Nourriture, boisson et hébergement Auberge. Une nuit médiocre à l’auberge prend la forme d’un petit coin de plancher près de l’âtre éteint. Une prestation convenable permet de dormir dans un endroit chauffé et surélevé, avec une couverture et un oreiller, et en bien meilleure compagnie. Enfin, un séjour de bonne qualité signifie une petite chambre personnelle à un seul lit, assortie du confort minimal et d’un pot de chambre couvert. Repas. Un repas médiocre peut être constitué de pain, de navets bouillis, d’oignon et d’eau. Pour un repas convenable, le menu se composera plutôt de pain, de ragoût de poulet, de carottes et de bière ou de vin coupés d’eau. Enfin, un bon repas pourra être le suivant : pain, bœuf, légumes verts, pâtisseries et bière ou vin.

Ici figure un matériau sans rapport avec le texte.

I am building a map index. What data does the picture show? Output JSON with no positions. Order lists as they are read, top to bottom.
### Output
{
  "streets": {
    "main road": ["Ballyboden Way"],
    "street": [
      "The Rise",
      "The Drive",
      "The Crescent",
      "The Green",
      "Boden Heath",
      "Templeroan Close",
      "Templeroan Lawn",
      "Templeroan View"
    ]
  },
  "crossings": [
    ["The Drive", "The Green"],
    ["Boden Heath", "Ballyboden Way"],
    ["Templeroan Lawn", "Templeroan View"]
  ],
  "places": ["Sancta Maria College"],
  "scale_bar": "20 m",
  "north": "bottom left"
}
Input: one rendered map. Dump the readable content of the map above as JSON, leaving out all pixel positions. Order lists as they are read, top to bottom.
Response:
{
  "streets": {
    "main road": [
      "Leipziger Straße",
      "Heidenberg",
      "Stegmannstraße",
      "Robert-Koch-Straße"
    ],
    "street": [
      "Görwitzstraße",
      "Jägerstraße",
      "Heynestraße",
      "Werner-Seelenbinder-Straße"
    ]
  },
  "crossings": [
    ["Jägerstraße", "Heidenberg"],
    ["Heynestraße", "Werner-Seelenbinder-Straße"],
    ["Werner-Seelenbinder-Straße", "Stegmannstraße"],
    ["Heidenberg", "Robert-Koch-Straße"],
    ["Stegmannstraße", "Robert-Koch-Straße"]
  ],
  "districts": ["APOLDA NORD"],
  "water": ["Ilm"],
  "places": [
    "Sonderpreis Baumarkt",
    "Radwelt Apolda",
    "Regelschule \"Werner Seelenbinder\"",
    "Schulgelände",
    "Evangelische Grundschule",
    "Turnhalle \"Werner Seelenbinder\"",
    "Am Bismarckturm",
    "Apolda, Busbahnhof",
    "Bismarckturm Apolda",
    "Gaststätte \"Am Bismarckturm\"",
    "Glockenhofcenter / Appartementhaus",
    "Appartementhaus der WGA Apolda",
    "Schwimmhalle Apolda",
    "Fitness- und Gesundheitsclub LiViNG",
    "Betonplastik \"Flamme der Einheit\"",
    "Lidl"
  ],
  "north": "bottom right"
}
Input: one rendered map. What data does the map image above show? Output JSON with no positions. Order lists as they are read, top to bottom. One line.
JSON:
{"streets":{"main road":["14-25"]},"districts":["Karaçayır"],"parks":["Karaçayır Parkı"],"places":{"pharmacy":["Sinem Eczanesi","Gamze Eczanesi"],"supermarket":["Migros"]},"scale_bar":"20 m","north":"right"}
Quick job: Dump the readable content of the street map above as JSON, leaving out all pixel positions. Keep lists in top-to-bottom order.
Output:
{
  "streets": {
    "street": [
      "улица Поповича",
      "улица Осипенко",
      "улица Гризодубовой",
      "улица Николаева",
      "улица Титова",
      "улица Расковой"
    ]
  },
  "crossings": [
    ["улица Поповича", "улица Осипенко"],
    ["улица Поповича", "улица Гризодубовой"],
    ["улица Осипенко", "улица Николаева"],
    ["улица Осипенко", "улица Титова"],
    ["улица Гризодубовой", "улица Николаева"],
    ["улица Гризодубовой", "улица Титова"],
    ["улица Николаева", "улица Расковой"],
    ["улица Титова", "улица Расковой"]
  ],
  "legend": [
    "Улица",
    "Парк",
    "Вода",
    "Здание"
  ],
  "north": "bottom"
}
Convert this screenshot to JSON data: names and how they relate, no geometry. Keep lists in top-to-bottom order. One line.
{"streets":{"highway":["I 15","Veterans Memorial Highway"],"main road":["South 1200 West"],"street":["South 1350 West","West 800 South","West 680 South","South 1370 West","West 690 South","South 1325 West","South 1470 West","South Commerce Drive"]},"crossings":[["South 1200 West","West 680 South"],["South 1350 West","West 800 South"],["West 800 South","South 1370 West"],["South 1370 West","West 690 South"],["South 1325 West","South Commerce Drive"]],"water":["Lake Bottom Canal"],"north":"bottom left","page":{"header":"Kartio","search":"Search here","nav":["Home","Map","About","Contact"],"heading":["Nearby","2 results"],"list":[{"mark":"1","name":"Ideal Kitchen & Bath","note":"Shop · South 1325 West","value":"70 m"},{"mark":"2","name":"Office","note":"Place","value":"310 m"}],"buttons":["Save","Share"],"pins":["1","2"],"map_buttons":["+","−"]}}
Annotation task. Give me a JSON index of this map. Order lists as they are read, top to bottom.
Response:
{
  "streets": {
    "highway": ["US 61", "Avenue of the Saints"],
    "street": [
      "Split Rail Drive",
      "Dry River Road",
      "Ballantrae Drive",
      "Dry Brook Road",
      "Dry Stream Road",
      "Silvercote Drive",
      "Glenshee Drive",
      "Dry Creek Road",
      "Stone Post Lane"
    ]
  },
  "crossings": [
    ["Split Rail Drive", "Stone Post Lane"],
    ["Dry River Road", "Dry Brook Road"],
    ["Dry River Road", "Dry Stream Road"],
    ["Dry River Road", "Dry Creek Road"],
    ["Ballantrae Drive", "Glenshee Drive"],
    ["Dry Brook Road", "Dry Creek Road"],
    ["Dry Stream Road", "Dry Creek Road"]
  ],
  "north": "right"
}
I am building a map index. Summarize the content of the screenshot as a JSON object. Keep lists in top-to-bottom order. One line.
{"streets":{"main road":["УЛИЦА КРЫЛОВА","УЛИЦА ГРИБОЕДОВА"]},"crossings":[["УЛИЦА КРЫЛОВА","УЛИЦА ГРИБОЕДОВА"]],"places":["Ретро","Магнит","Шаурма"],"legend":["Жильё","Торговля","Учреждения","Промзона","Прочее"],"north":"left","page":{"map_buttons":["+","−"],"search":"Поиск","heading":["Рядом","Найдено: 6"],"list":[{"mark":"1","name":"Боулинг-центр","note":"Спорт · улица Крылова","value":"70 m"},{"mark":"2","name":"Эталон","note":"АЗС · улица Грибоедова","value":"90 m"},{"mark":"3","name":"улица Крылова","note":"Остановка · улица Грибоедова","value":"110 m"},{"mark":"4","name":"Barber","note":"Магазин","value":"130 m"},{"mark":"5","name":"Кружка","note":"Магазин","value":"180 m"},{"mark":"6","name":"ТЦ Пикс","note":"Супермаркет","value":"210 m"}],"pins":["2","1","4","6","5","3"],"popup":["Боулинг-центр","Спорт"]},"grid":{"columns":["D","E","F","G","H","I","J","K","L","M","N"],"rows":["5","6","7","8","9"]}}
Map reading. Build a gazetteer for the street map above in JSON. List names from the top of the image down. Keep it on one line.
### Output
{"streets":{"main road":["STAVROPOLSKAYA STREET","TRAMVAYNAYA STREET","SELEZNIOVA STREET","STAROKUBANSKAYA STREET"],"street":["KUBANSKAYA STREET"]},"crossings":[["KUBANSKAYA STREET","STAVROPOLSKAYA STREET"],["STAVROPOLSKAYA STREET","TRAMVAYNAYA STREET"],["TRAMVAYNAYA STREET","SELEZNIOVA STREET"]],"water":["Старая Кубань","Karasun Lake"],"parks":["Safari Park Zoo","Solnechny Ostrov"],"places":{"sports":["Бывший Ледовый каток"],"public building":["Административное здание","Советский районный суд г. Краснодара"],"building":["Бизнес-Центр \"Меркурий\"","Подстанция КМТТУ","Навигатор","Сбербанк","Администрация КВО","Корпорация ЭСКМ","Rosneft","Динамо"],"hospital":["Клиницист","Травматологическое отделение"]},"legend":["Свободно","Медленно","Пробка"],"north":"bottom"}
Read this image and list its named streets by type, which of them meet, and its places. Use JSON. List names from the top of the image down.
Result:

Montures et harnachement Âne ou mulet. Peu craintif, ils ont le pied sûr et s’avère capable de porter de lourdes charges sur de longues distances. Contrairement au cheval, ils acceptent de pénétrer dans les catacombes et autres lieux dangereux, bien que cela ne lui fasse guère plaisir. Barde pour créature de taille M ou G. La barde est l’armure qui protège la tête, le cou, le poitrail, le corps et parfois les jambes d’un cheval. Il existe à peu près autant de bardes différentes que d’armures (voir Table : armures et boucliers). Une barde correspondant à une armure intermédiaire ou lourde protège mieux, mais la vitesse de la monture s’en ressent. Le cheval étant une créature de taille G et non humanoïde, son armure coûte quatre fois plus cher que celle d’un humain (une créature de taille M) et son poids est le double des chiffres mentionnés sur la Table : armures et boucliers (voir Armures pour créatures inhabituelles). Dans le cas où la barde est censée équiper un poney ou toute autre monture de taille M, son poids est le même que celui indiqué pour un humanoïde de taille M et son coût est seulement doublé. Bardes lourdes ou intermédiaires ralentissent les montures, comme le résume la table suivante.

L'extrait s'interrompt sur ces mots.